Your goal -> In full and unchanged, output the entries that follow.

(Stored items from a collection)
▼▼▼
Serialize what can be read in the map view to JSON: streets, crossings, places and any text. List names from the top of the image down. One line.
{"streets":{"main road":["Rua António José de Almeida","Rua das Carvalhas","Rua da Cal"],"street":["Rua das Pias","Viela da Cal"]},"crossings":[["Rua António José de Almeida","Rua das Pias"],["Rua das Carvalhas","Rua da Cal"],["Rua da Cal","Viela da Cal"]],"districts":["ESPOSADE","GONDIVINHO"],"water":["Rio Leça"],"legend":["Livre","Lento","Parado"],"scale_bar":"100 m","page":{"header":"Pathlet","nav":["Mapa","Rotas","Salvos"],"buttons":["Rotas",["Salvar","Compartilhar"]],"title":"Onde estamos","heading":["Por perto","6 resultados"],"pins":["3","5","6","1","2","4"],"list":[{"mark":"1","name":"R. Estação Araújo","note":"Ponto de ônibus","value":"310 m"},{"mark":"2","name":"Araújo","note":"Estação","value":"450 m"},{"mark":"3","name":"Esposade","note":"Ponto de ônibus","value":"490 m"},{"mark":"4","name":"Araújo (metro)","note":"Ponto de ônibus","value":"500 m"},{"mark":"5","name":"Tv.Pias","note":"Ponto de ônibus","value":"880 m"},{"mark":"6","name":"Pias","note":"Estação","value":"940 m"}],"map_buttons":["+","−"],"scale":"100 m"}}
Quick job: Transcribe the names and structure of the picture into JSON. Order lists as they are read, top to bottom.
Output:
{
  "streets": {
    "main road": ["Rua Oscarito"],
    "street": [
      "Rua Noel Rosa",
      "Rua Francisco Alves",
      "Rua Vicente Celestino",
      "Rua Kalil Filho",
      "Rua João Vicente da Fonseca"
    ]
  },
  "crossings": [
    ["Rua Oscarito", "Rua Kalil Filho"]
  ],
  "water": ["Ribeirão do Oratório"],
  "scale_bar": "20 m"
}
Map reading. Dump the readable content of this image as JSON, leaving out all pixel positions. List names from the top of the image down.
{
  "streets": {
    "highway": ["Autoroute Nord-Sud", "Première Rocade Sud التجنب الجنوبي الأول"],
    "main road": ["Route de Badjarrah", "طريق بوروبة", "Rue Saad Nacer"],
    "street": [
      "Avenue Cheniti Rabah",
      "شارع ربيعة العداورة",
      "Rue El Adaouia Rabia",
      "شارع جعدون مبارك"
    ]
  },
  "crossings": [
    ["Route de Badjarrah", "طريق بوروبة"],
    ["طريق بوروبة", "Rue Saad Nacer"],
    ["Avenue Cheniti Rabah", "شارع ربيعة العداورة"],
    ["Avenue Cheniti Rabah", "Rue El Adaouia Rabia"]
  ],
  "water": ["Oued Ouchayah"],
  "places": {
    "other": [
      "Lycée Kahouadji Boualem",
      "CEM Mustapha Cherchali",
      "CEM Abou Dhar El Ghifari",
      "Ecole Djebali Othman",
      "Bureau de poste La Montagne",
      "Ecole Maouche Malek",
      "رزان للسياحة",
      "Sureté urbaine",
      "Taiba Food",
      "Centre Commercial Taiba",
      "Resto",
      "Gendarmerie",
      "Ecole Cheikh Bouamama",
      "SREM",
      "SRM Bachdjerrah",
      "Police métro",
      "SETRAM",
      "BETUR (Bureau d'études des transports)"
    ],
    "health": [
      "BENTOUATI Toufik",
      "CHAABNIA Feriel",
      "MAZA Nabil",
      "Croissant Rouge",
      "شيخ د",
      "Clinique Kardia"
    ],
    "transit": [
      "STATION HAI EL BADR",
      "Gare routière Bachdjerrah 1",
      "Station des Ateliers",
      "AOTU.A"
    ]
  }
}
▲▲▲
Solution to this task ->
Serialize what can be read in the map view to JSON: streets, crossings, places and any text. List names from the top of the image down. One line.
{"streets":{"main road":["Rua António José de Almeida","Rua das Carvalhas","Rua da Cal"],"street":["Rua das Pias","Viela da Cal"]},"crossings":[["Rua António José de Almeida","Rua das Pias"],["Rua das Carvalhas","Rua da Cal"],["Rua da Cal","Viela da Cal"]],"districts":["ESPOSADE","GONDIVINHO"],"water":["Rio Leça"],"legend":["Livre","Lento","Parado"],"scale_bar":"100 m","page":{"header":"Pathlet","nav":["Mapa","Rotas","Salvos"],"buttons":["Rotas",["Salvar","Compartilhar"]],"title":"Onde estamos","heading":["Por perto","6 resultados"],"pins":["3","5","6","1","2","4"],"list":[{"mark":"1","name":"R. Estação Araújo","note":"Ponto de ônibus","value":"310 m"},{"mark":"2","name":"Araújo","note":"Estação","value":"450 m"},{"mark":"3","name":"Esposade","note":"Ponto de ônibus","value":"490 m"},{"mark":"4","name":"Araújo (metro)","note":"Ponto de ônibus","value":"500 m"},{"mark":"5","name":"Tv.Pias","note":"Ponto de ônibus","value":"880 m"},{"mark":"6","name":"Pias","note":"Estação","value":"940 m"}],"map_buttons":["+","−"],"scale":"100 m"}}
Quick job: Transcribe the names and structure of the picture into JSON. Order lists as they are read, top to bottom.
Output:
{
  "streets": {
    "main road": ["Rua Oscarito"],
    "street": [
      "Rua Noel Rosa",
      "Rua Francisco Alves",
      "Rua Vicente Celestino",
      "Rua Kalil Filho",
      "Rua João Vicente da Fonseca"
    ]
  },
  "crossings": [
    ["Rua Oscarito", "Rua Kalil Filho"]
  ],
  "water": ["Ribeirão do Oratório"],
  "scale_bar": "20 m"
}
Map reading. Dump the readable content of this image as JSON, leaving out all pixel positions. List names from the top of the image down.
{
  "streets": {
    "highway": ["Autoroute Nord-Sud", "Première Rocade Sud التجنب الجنوبي الأول"],
    "main road": ["Route de Badjarrah", "طريق بوروبة", "Rue Saad Nacer"],
    "street": [
      "Avenue Cheniti Rabah",
      "شارع ربيعة العداورة",
      "Rue El Adaouia Rabia",
      "شارع جعدون مبارك"
    ]
  },
  "crossings": [
    ["Route de Badjarrah", "طريق بوروبة"],
    ["طريق بوروبة", "Rue Saad Nacer"],
    ["Avenue Cheniti Rabah", "شارع ربيعة العداورة"],
    ["Avenue Cheniti Rabah", "Rue El Adaouia Rabia"]
  ],
  "water": ["Oued Ouchayah"],
  "places": {
    "other": [
      "Lycée Kahouadji Boualem",
      "CEM Mustapha Cherchali",
      "CEM Abou Dhar El Ghifari",
      "Ecole Djebali Othman",
      "Bureau de poste La Montagne",
      "Ecole Maouche Malek",
      "رزان للسياحة",
      "Sureté urbaine",
      "Taiba Food",
      "Centre Commercial Taiba",
      "Resto",
      "Gendarmerie",
      "Ecole Cheikh Bouamama",
      "SREM",
      "SRM Bachdjerrah",
      "Police métro",
      "SETRAM",
      "BETUR (Bureau d'études des transports)"
    ],
    "health": [
      "BENTOUATI Toufik",
      "CHAABNIA Feriel",
      "MAZA Nabil",
      "Croissant Rouge",
      "شيخ د",
      "Clinique Kardia"
    ],
    "transit": [
      "STATION HAI EL BADR",
      "Gare routière Bachdjerrah 1",
      "Station des Ateliers",
      "AOTU.A"
    ]
  }
}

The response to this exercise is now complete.